In short, given the nature of American therapeutic education, the triumph of multiculturalism, and our own radically changing demography, if Barack Obama did not exist, one would have to invent him. What is strange, then, is not Obama’s innate distrust of Britain, but the current surprise in Britain that someone like him is indifferent to what Britain stands for, past and present.

But note, when I said an Obama would have to be invented, I did not mean to imply that Obamaism is yet the norm — only that it is a strong current in American popular culture that at some point, if only for limited duration, was bound to find resonance at the highest level of government.

Obamaism is, however, not quite yet typical of American thinking.

Most Americans, across racial and cultural lines, still revere our British connection. It is what helps to explain why we are more like successful Canada than failing Mexico, why we look back at our own sacrifices at the side of Britain in two world wars with pride rather than regret, and why, for all the petty squabbling and rivalries, we usually think we are doing something wrong when Britain is not our partner.

What explains the way American Revolution unfolded and the success that followed is not just the courage and brilliance of our Founding Fathers but also the fact that we were revolting against Britain and not an Ottoman Empire, Russia, or China. Americans usually understand that, and so we blend our pride in American exceptionalism with acknowledgment that its font was British law, government, and culture.

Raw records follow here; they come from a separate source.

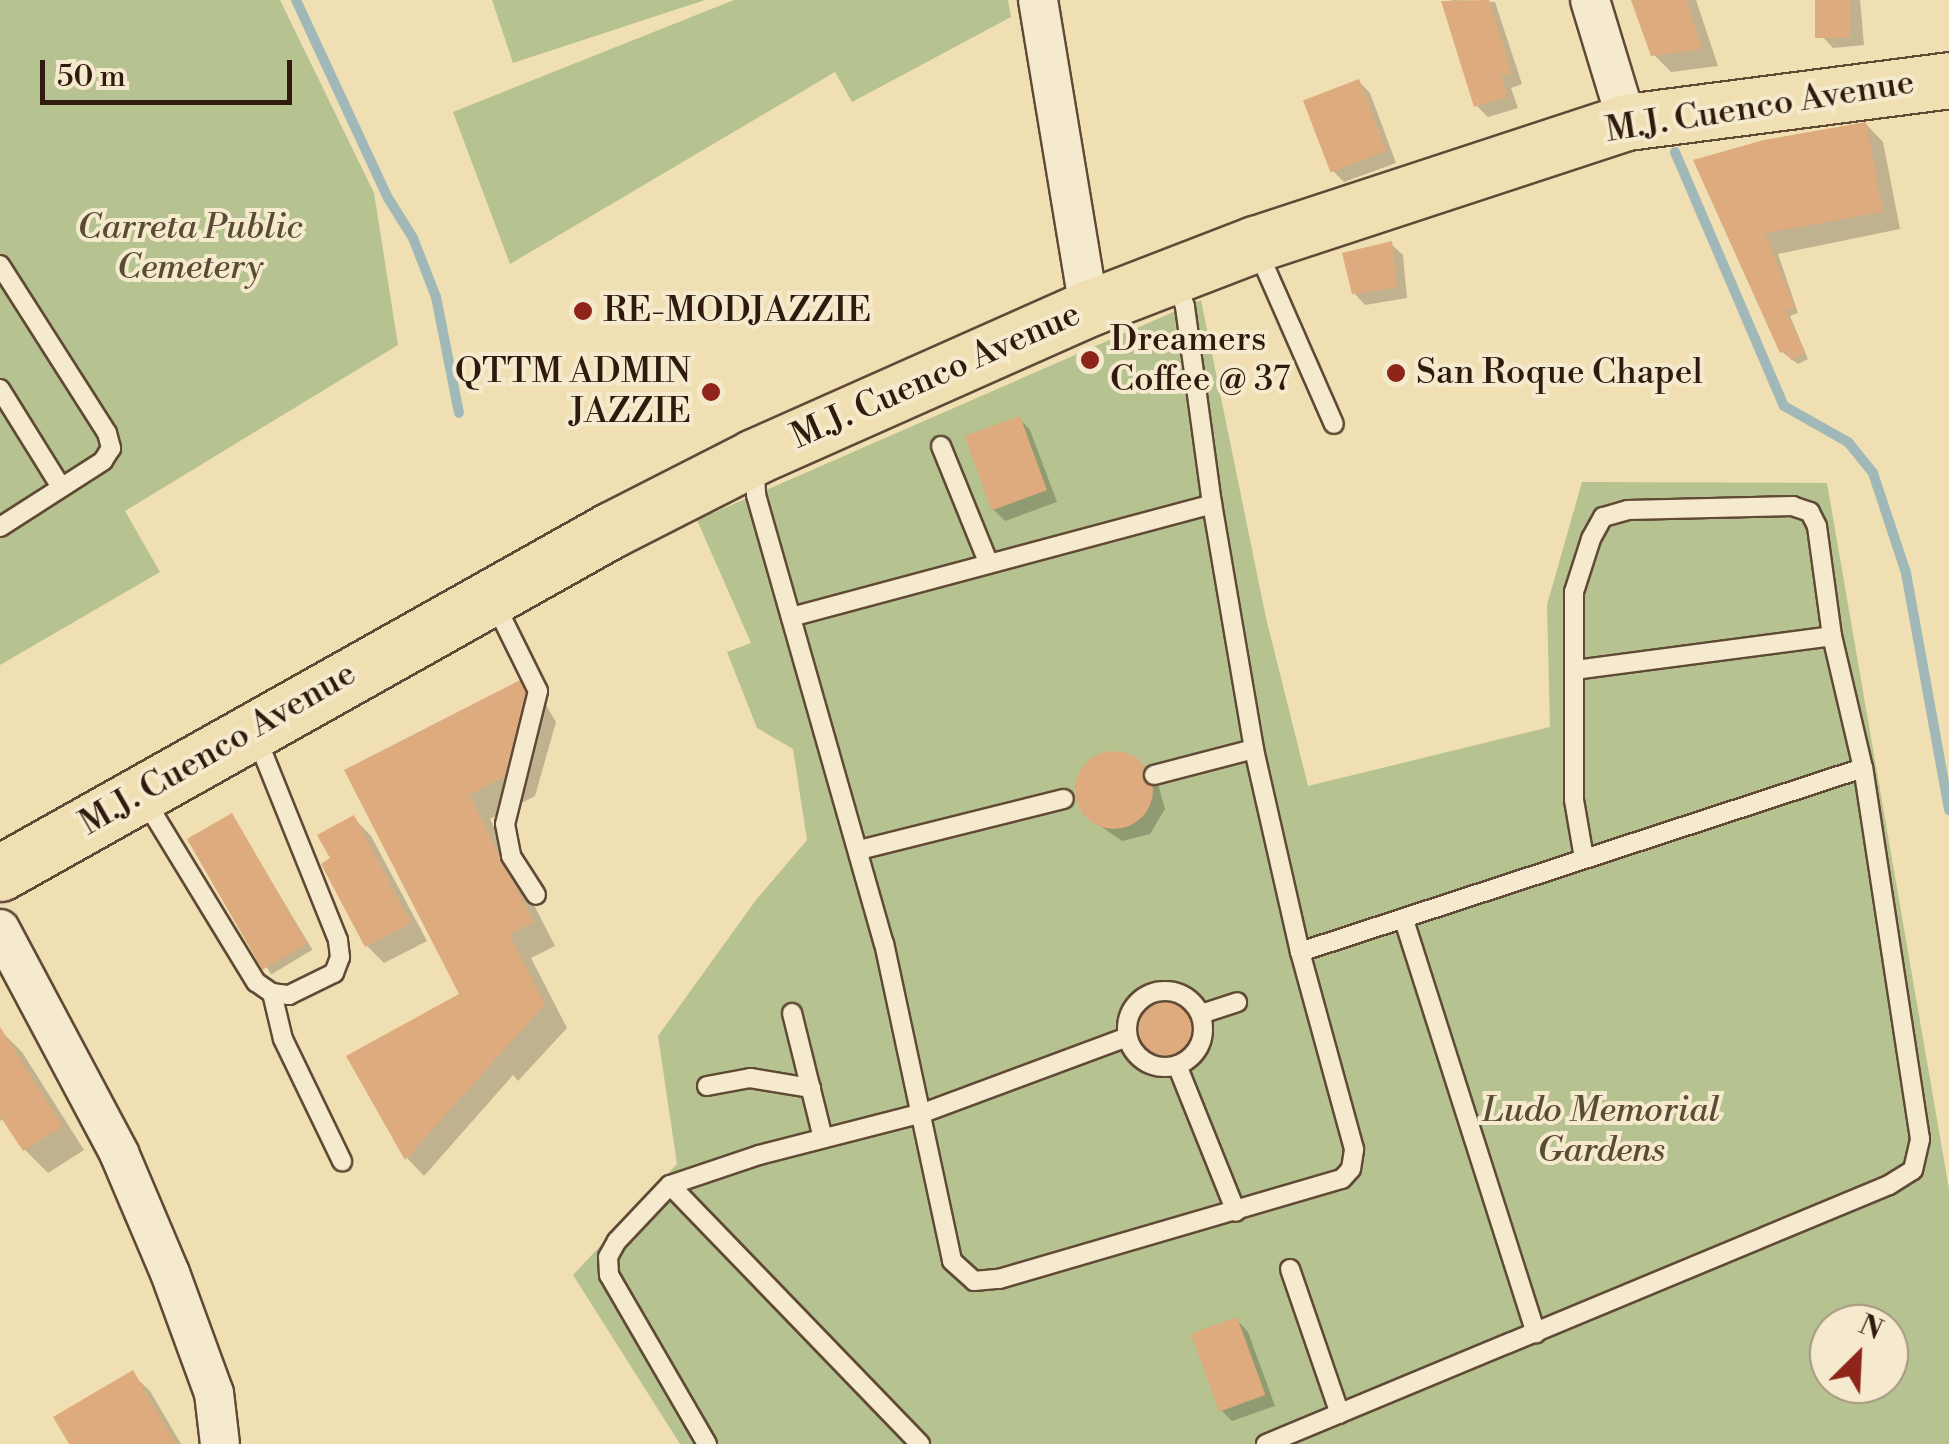 <!DOCTYPE html>
<style>
body{margin:0}
#map{position:relative;width:1949px;height:1444px;overflow:hidden;background:#f0dfb3;font-family:"Libre Bodoni",serif}
div>[style]{position:absolute}
[style*='--x']{left:calc(var(--x)*1px);top:calc(var(--y)*1px);width:calc(var(--w)*1px);rotate:calc(var(--a)*1deg)}
.green>*{inset:0;background:#b6c28f}
.shadow>*{inset:0;background:#0003;transform-origin:0 0}
.stream>*{height:10px;margin:-5px;padding:0 5px;transform-origin:5px;border-radius:5px;background:#a0b9b8}
.building>*{inset:0;background:#ddab7d;transform-origin:0 0}
.round{border-radius:50%}
.roads{filter:drop-shadow(2px 0 #604a36) drop-shadow(-2px 0 #604a36) drop-shadow(0 2px #604a36) drop-shadow(0 -2px #604a36)}
.lane>*{height:18px;margin:-9px;padding:0 9px;transform-origin:9px;border-radius:9px;background:#f5eace}
.lane>.ring{margin:-9px;padding:0;box-sizing:content-box;background:none;border:18px solid #f5eace;border-radius:50%}
.street>*{height:38px;margin:-19px;padding:0 19px;transform-origin:19px;border-radius:19px;background:#f5eace}
.primary>*{height:55px;margin:-27.5px;padding:0 27.5px;transform-origin:27.5px;border-radius:27.5px;background:#f0dfb3}
.dots>*{width:28px;height:28px;translate:-50% -50%;box-sizing:border-box;border:5px solid #f5eace;border-radius:50%}
span{translate:-50% -50%;white-space:nowrap;text-align:center;line-height:1.15;-webkit-text-stroke:8px #f5eace;paint-order:stroke}
.street-label{font-size:35px;color:#30190d}
.park-label{font-size:35px;color:#584c34;font-style:italic}
.poi-label{font-size:35px;color:#30190d}
.left{translate:0 -50%;text-align:left}
.right{translate:-100% -50%;text-align:right}
.north{position:absolute;left:1809px;top:1304px;width:100px;height:100px;box-sizing:border-box;background:#f5eace;border:2px solid #a69681;border-radius:50%;rotate:24deg;font-size:28px;font-weight:700;line-height:40px;text-align:center;color:#30190d}
.north::after{content:'';display:block;margin:auto;width:35px;height:45px;background:#8f2418;clip-path:polygon(50% 0,100% 100%,50% 72%,0 100%)}
.scale{position:absolute;left:40px;top:60px;width:252px;height:45px;box-sizing:border-box;border:5px solid #30190d;border-top:0;padding-left:12px;font-size:30px;line-height:35px;white-space:nowrap;color:#30190d;-webkit-text-stroke:8px #f5eace;paint-order:stroke}
</style>
<div id="map">
<div class="green">
<i style="clip-path:polygon(0 0,280px 0,374px 193px,398px 345px,125px 511px,160px 572px,0 665px)"></i>
<i style="clip-path:polygon(492px 0,705px 0,513px 63px)"></i>
<i style="clip-path:polygon(734px 0,1008px 0,1011px 17px,852px 102px,835px 72px,510px 264px,453px 112px)"></i>
<i style="clip-path:polygon(evenodd,1201px 300px,1266px 618px,1308px 786px,1550px 727px,1547px 605px,1582px 482px,1827px 483px,1949px 1189px,1949px 1444px,680px 1444px,573px 1275px,677px 1164px,658px 1036px,756px 900px,807px 840px,793px 749px,757px 728px,727px 652px,751px 643px,697px 520px,1201px 300px,1829px 1324px,1889px 1324px,1889px 1384px,1829px 1384px,1829px 1324px)"></i>
</div>
<div class="shadow">
<i style="clip-path:polygon(1453px 0,1495px 2px,1522px 84px,1511px 88px,1518px 108px,1488px 117px,1477px 106px,1444px 3px)"></i>
<i style="clip-path:polygon(1634px 0,1696px 0,1718px 66px,1671px 72px,1653px 54px)"></i>
<i style="clip-path:polygon(1818px 0,1860px 0,1864px 45px,1833px 48px,1822px 36px)"></i>
<i style="clip-path:polygon(1359px 82px,1370px 93px,1396px 163px,1344px 182px,1333px 171px)"></i>
<i style="clip-path:polygon(1866px 124px,1883px 142px,1900px 229px,1778px 254px,1798px 313px,1790px 316px,1808px 359px,1798px 364px,1782px 352px,1740px 251px)"></i>
<i style="clip-path:polygon(1391px 244px,1403px 255px,1407px 298px,1365px 305px,1354px 293px)"></i>
<i style="clip-path:polygon(1019px 418px,1030px 430px,1057px 502px,1005px 521px,993px 509px)"></i>
<i style="clip-path:polygon(523px 681px,546px 705px,556px 722px,535px 796px,490px 819px,555px 946px,531px 958px,567px 1028px,518px 1081px,513px 1075px,424px 1176px,407px 1158px,349px 1057px,466px 1004px,347px 771px)"></i>
<i style="clip-path:polygon(1119px 752px,1157px 780px,1165px 809px,1150px 834px,1122px 841px,1083px 814px,1075px 786px,1090px 760px)"></i>
<i style="left:232px;top:816px;width:156px;height:48px;rotate:59deg"></i>
<i style="clip-path:polygon(354px 818px,371px 836px,427px 941px,384px 963px,367px 946px,333px 859px)"></i>
<i style="clip-path:polygon(1168px 999px,1201px 1022px,1208px 1044px,1199px 1063px,1177px 1071px,1144px 1049px,1136px 1027px,1147px 1007px)"></i>
<i style="clip-path:polygon(0 1030px,22px 1052px,84px 1150px,48px 1173px,25px 1150px,5px 1118px,0 1121px)"></i>
<i style="clip-path:polygon(1237px 1320px,1248px 1332px,1275px 1406px,1232px 1421px,1221px 1410px)"></i>
<i style="clip-path:polygon(132px 1374px,150px 1391px,181px 1444px,72px 1444px)"></i>
</div>
<div class="stream">
<i style="--x:296;--y:0;--w:218;--a:65.1"></i>
<i style="--x:388;--y:198;--w:47;--a:58"></i>
<i style="--x:413;--y:238;--w:63;--a:68.7"></i>
<i style="--x:436;--y:297;--w:118;--a:78.8"></i>
<i style="--x:1675;--y:152;--w:276;--a:66.8"></i>
<i style="--x:1784;--y:406;--w:73;--a:29.4"></i>
<i style="--x:1848;--y:442;--w:40;--a:51"></i>
<i style="--x:1873;--y:473;--w:105;--a:71.7"></i>
<i style="--x:1906;--y:573;--w:241;--a:79.7"></i>
</div>
<div class="building">
<i style="clip-path:polygon(1489px 0,1512px 73px,1501px 76px,1508px 97px,1474px 107px,1441px 1px)"></i>
<i style="clip-path:polygon(1631px 0,1686px 0,1702px 49px,1651px 56px)"></i>
<i style="left:1815px;top:0;width:35px;height:38px"></i>
<i style="left:1359px;top:79px;width:77px;height:60px;rotate:69deg"></i>
<i style="clip-path:polygon(1866px 122px,1883px 212px,1765px 233px,1795px 307px,1786px 311px,1805px 353px,1791px 360px,1785px 350px,1780px 353px,1693px 160px,1764px 140px)"></i>
<i style="clip-path:polygon(1392px 241px,1397px 288px,1352px 294px,1342px 253px)"></i>
<i style="left:1020px;top:416px;width:79px;height:59px;rotate:70deg"></i>
<i style="clip-path:polygon(524px 678px,534px 697px,512px 773px,469px 795px,534px 922px,509px 934px,545px 1004px,405px 1160px,346px 1056px,459px 994px,344px 770px)"></i>
<i class="round" style="left:1075px;top:751px;width:78px;height:78px"></i>
<i style="left:232px;top:813px;width:151px;height:52px;rotate:60deg"></i>
<i style="clip-path:polygon(354px 815px,411px 923px,365px 947px,321px 864px,330px 858px,317px 835px)"></i>
<i class="round" style="left:1136px;top:999px;width:60px;height:60px"></i>
<i style="clip-path:polygon(0 1027px,63px 1126px,23px 1151px,0 1116px)"></i>
<i style="left:1237px;top:1317px;width:83px;height:49px;rotate:70deg"></i>
<i style="clip-path:polygon(133px 1370px,176px 1444px,69px 1444px,53px 1417px)"></i>
</div>
<div class="roads">
<div class="lane">
<i style="--x:1257;--y:249;--w:191;--a:66.3"></i>
<i style="--x:0;--y:265;--w:199;--a:57.5"></i>
<i style="--x:107;--y:433;--w:16;--a:75"></i>
<i style="--x:111;--y:448;--w:15;--a:122"></i>
<i style="--x:103;--y:461;--w:122;--a:147.3"></i>
<i style="--x:0;--y:389;--w:115;--a:58.1"></i>
<i style="--x:941;--y:446;--w:127;--a:67.9"></i>
<i style="--x:754;--y:463;--w:32;--a:86"></i>
<i style="--x:756;--y:495;--w:466;--a:74.1"></i>
<i style="--x:884;--y:943;--w:325;--a:77.9"></i>
<i style="--x:952;--y:1261;--w:30;--a:42"></i>
<i style="--x:974;--y:1281;--w:25;--a:-5"></i>
<i style="--x:999;--y:1279;--w:357;--a:-16.3"></i>
<i style="--x:1342;--y:1179;--w:13;--a:-48"></i>
<i style="--x:1351;--y:1169;--w:20;--a:-81"></i>
<i style="--x:1354;--y:1149;--w:204;--a:-105.3"></i>
<i style="--x:1300;--y:952;--w:208;--a:-102.8"></i>
<i style="--x:1254;--y:749;--w:249;--a:-99.7"></i>
<i style="--x:1212;--y:504;--w:200;--a:-97.8"></i>
<i style="--x:1185;--y:306;--w:29;--a:-112"></i>
<i style="--x:495;--y:604;--w:97;--a:63.7"></i>
<i style="--x:538;--y:691;--w:137;--a:103.9"></i>
<i style="--x:505;--y:824;--w:33;--a:79"></i>
<i style="--x:511;--y:856;--w:46;--a:57.3"></i>
<i style="--x:791;--y:617;--w:436;--a:-15"></i>
<i style="--x:1575;--y:670;--w:259;--a:-7.5"></i>
<i style="--x:1154;--y:775;--w:103;--a:-14.6"></i>
<i style="--x:143;--y:797;--w:217;--a:58.6"></i>
<i style="--x:256;--y:982;--w:19;--a:35"></i>
<i style="--x:272;--y:993;--w:17;--a:7"></i>
<i style="--x:289;--y:995;--w:50;--a:-26.1"></i>
<i style="--x:334;--y:973;--w:17;--a:-69"></i>
<i style="--x:340;--y:957;--w:17;--a:-97"></i>
<i style="--x:338;--y:940;--w:222;--a:-111.9"></i>
<i style="--x:859;--y:850;--w:211;--a:-14"></i>
<i style="--x:1404;--y:920;--w:434;--a:72.3"></i>
<i style="--x:1300;--y:952;--w:592;--a:-18.1"></i>
<i class="ring" style="left:1127px;top:991px;width:58px;height:58px"></i>
<i style="--x:272;--y:993;--w:47;--a:76.6"></i>
<i style="--x:283;--y:1039;--w:136;--a:64.2"></i>
<i style="--x:792;--y:1013;--w:129;--a:76.1"></i>
<i style="--x:1201;--y:1014;--w:38;--a:-18"></i>
<i style="--x:1177;--y:1065;--w:158;--a:68.1"></i>
<i style="--x:707;--y:1086;--w:44;--a:-10.5"></i>
<i style="--x:750;--y:1078;--w:62;--a:9.3"></i>
<i style="--x:670;--y:1185;--w:360;--a:46"></i>
<i style="--x:1290;--y:1269;--w:153;--a:71"></i>
<i style="--x:707;--y:1444;--w:195;--a:-120.1"></i>
<i style="--x:609;--y:1275;--w:18;--a:-93"></i>
<i style="--x:608;--y:1257;--w:18;--a:-61"></i>
<i style="--x:617;--y:1241;--w:77;--a:-46.6"></i>
<i style="--x:670;--y:1185;--w:94;--a:-18.6"></i>
<i style="--x:759;--y:1155;--w:169;--a:-14.4"></i>
<i style="--x:923;--y:1113;--w:218;--a:-20.4"></i>
<i style="--x:1266;--y:1444;--w:675;--a:-22.57"></i>
<i style="--x:1889;--y:1185;--w:28;--a:-32"></i>
<i style="--x:1913;--y:1170;--w:32;--a:-77"></i>
<i style="--x:1920;--y:1139;--w:375;--a:-98.7"></i>
<i style="--x:1863;--y:768;--w:136;--a:-103.2"></i>
<i style="--x:1832;--y:636;--w:111;--a:-97.8"></i>
<i style="--x:1817;--y:526;--w:16;--a:-117"></i>
<i style="--x:1810;--y:512;--w:18;--a:-161"></i>
<i style="--x:1793;--y:506;--w:165;--a:178.6"></i>
<i style="--x:1628;--y:510;--w:26;--a:164"></i>
<i style="--x:1603;--y:517;--w:25;--a:119"></i>
<i style="--x:1591;--y:539;--w:56;--a:107.8"></i>
<i style="--x:1574;--y:592;--w:208;--a:90"></i>
<i style="--x:1574;--y:800;--w:59;--a:80.2"></i>
</div>
<div class="street">
<i style="--x:1038;--y:0;--w:312;--a:80.6"></i>
<i style="--x:1590;--y:0;--w:127;--a:73.1"></i>
<i style="--x:0;--y:929;--w:254;--a:62"></i>
<i style="--x:119;--y:1153;--w:130;--a:67"></i>
<i style="--x:170;--y:1273;--w:128;--a:69.9"></i>
<i style="--x:214;--y:1393;--w:51;--a:83.3"></i>
</div>
<div class="primary">
<i style="--x:0;--y:873;--w:701;--a:-29.31"></i>
<i style="--x:611;--y:530;--w:161;--a:-27"></i>
<i style="--x:754;--y:457;--w:367;--a:-24"></i>
<i style="--x:1089;--y:308;--w:178;--a:-21.1"></i>
<i style="--x:1255;--y:244;--w:391;--a:-18.2"></i>
<i style="--x:1627;--y:122;--w:325;--a:-7.4"></i>
</div>
</div>
<div class="dots">
<i style="left:583px;top:311px;background:#8f2418"></i>
<i style="left:1090px;top:360px;background:#8f2418"></i>
<i style="left:1396px;top:373px;background:#8f2418"></i>
<i style="left:711px;top:392px;background:#8f2418"></i>
</div>
<div class="street-label">
<span style="left:1760px;top:107px;rotate:-9deg">M.J. Cuenco Avenue</span>
<span style="left:936px;top:376px;rotate:-24deg">M.J. Cuenco Avenue</span>
<span style="left:218px;top:749px;rotate:-30deg">M.J. Cuenco Avenue</span>
</div>
<div class="park-label">
<span style="left:190px;top:248px">Carreta Public<br>Cemetery</span>
<span style="left:1601px;top:1131px">Ludo Memorial<br>Gardens</span>
</div>
<div class="poi-label">
<span class="left" style="left:603px;top:311px">RE-MODJAZZIE</span>
<span class="left" style="left:1110px;top:360px">Dreamers<br>Coffee @ 37</span>
<span class="right" style="left:691px;top:392px">QTTM ADMIN<br>JAZZIE</span>
<span class="left" style="left:1416px;top:373px">San Roque Chapel</span>
</div>
<div class="north">N</div>
<div class="scale">50 m</div>
</div>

Even as America becomes an increasingly diverse society, even as our schools turn away from traditional learning, nevertheless millions of Americans still grasp why we owe so much to Britain — and why we must never endanger our singular friendship with it, the cornerstone of American foreign policy. Our president’s cavalier indifference to Britain reflects a strain in American life, but not American life per se. We may too often take Britain for granted, but we do so because our unspoken debt to it and our appreciation for it are part of our national fiber. Barack Obama cannot change that — as we will relearn either when he shows contrition, or at such time as he leaves office.